Galway not only serves pints of black, frothy goodness, it’s also home to an ace new ‘food trend’. We headed there to speak to Guinness Master Brewer Fergal Murray, and feast upon this winning Guinness and Oysters combination

Urban myths annoy us. ‘It’s the biggest council estate in Europe.’  ‘We’ve got the most pubs per square mile in Britain.’  ‘Guinness only tastes good in Ireland…’  Annoying, aren’t they? Which is one of the reasons we’re pleased when Guinness Master Brewer , Fergal Murray, gladly refutes the last of those in a pub in Galway.

‘It’s a complete myth. I’ve absolutely no problem drinking Guinness in London, Nigeria, Ghana, wherever. It’s a psychological thing most of the time. People convince themselves that it tastes nicer and therefore it does. Guinness has the same brewing principles wherever you go in the world, served from the same taps and made with the same techniques.’

Which kind of begs the question: what are we doing in a pub in West Ireland in the first place? Well, not only has the Master Brewer got some expert tips on how to savour the perfect pint of Guinness (see right), we want to sample some of the country’s famous oysters and discover whether this  ‘Guinness and oyster craze’  is actually worth its salt (see opposite). But let’s start with the black stuff…


Drinking the Perfect Pint

with Guinness Master Brewer, Fergal Murray

1 ‘Choose a good pub. A man should feel confident in his drinking environment.’

2 ‘Make sure the barman pulls the pint correctly. There’s a psychological impact if he gets it wrong.’

3 ‘Always look out from your pint. A confident drinker never wallows inwardly.’

4 ‘Break the seal/head to engage with the pint. You’ll make a “double-taste” of both the head and the liquid.’

5 ‘Pull the liquid under the head in two swift, long sips. Fill your whole mouth and energise your taste buds.’

6 ‘The perfectly poured pint should be drunk in seven sips³ leaving seven distinct layers around the glass.’

 

Pouring the Perfect Pint

1. Select a clean, dry, cool Guinness-branded glass.

2. Hold the glass at 45 degrees and begin to pour.

3. Gradually straighten the glass as the pouring continues.

4. When the glass is almost full, put it down and let it settle.

5. Complete the pour by topping up the pint until the head is formed, rising just proud of the rim of the glass.

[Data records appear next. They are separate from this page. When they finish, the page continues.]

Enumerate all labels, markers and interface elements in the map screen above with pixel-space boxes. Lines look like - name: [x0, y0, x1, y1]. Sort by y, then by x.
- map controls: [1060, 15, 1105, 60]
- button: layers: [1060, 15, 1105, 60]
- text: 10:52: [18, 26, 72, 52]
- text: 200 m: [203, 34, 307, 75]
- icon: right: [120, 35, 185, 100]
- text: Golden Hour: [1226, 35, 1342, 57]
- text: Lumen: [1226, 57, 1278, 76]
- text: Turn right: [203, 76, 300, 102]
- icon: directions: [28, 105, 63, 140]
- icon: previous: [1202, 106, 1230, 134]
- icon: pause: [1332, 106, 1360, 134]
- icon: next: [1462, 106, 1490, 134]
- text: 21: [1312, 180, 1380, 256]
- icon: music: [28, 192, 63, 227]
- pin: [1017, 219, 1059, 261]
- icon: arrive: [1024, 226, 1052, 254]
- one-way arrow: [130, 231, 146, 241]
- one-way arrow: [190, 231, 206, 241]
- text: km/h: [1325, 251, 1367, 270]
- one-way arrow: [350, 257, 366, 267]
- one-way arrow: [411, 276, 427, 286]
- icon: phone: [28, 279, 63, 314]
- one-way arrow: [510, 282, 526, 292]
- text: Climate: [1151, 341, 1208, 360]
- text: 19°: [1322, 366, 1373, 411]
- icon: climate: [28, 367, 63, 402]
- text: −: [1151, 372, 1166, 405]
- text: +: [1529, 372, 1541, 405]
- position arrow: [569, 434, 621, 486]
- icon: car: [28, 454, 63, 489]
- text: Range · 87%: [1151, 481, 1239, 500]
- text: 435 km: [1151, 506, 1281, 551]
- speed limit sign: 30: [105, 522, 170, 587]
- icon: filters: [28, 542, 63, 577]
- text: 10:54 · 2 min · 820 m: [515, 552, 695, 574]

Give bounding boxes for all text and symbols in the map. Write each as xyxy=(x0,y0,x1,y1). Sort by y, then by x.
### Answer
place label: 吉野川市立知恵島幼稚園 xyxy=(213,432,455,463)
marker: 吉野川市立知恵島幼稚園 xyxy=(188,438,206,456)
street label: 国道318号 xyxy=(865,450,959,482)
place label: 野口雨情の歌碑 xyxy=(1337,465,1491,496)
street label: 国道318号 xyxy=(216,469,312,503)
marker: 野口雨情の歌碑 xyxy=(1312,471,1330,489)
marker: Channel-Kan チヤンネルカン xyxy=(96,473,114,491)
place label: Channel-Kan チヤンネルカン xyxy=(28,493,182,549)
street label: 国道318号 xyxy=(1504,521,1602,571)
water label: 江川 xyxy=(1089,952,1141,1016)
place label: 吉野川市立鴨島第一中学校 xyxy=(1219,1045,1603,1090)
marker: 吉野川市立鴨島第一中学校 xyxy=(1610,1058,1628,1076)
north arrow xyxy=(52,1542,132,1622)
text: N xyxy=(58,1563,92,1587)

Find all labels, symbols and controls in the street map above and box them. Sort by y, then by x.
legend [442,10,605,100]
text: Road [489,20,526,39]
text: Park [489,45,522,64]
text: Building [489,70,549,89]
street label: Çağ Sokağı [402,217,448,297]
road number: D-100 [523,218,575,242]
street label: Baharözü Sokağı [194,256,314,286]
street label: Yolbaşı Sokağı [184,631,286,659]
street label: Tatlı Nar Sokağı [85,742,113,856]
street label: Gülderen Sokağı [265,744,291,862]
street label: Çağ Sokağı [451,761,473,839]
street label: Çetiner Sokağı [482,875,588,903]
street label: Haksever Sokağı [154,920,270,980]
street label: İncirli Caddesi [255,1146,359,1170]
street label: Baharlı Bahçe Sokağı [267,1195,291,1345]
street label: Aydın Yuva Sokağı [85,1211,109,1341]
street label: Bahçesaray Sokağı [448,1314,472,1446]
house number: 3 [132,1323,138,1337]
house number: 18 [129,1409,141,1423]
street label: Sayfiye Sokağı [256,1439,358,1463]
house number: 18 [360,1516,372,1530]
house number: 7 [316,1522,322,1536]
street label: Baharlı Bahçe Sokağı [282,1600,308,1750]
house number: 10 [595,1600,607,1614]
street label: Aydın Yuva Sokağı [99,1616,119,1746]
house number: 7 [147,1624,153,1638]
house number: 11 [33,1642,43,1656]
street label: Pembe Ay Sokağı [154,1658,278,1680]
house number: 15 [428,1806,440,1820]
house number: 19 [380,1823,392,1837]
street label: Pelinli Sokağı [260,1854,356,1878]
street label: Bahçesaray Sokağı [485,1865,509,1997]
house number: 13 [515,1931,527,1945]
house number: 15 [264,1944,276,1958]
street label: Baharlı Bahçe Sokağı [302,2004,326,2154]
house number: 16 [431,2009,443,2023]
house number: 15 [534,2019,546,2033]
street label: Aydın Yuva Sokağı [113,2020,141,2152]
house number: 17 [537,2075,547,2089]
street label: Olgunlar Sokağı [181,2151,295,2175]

6. Present with the badge facing the customer.

7. (Leave them to enjoy it.)

 

GALWAY: The Home of Oysters

Champagne and caviar is for tossers with a silver spoon lodged in their slack mouths. Guinness and oysters is the raw ‘food trend’ for real men…


THE OYSTER BAR

Moran’s Oyster Cottage

This bar is sat on an inlet of Galway Bay, 11 miles from the city. They shuck and serve both Native and Pacific oysters by the tank-load and the best way of knocking the blighters is with a hefty serving of the black stuff. Roger Moore and the Emperor and Empress of Japan have eaten here. Why? Because it’s the best oyster bar in Galway.

00 353 917 96 113

 

THE OYSTER EXPERTS

Michael Kelly (Shellfish) Ltd

Oysters are bred here in grade ‘A’ water, which is actually a mix of fresh water from the stream and salt water from the sea. Some people also believe that the mineral mix of granite to the north and limestone to the south helps flavour them. All we know is when we visited them, we picked one straight out of their sea-bed (see picture) and scoffed it eau naturale. It was proper.

00 353 91 796 120


THE OYSTER FESTIVALS

Galway & Clarenbridge
The original is in Clarenbridge (www.clarenbridge.com) and takes place on 12-14 Sep and involves lots of Guinness drinking, oyster shucking and ‘craic’ having. The other one in Galway (www.galwayoysterfest.com) takes place on 25-28 Sep and involves lots of Guinness drinking, oyster shucking and ‘craic’ having. We suggest you fly to Galway, go to one of the aforementioned and get yourself involved in lots of Guinness drinking, oyster shucking and ‘craic’ having.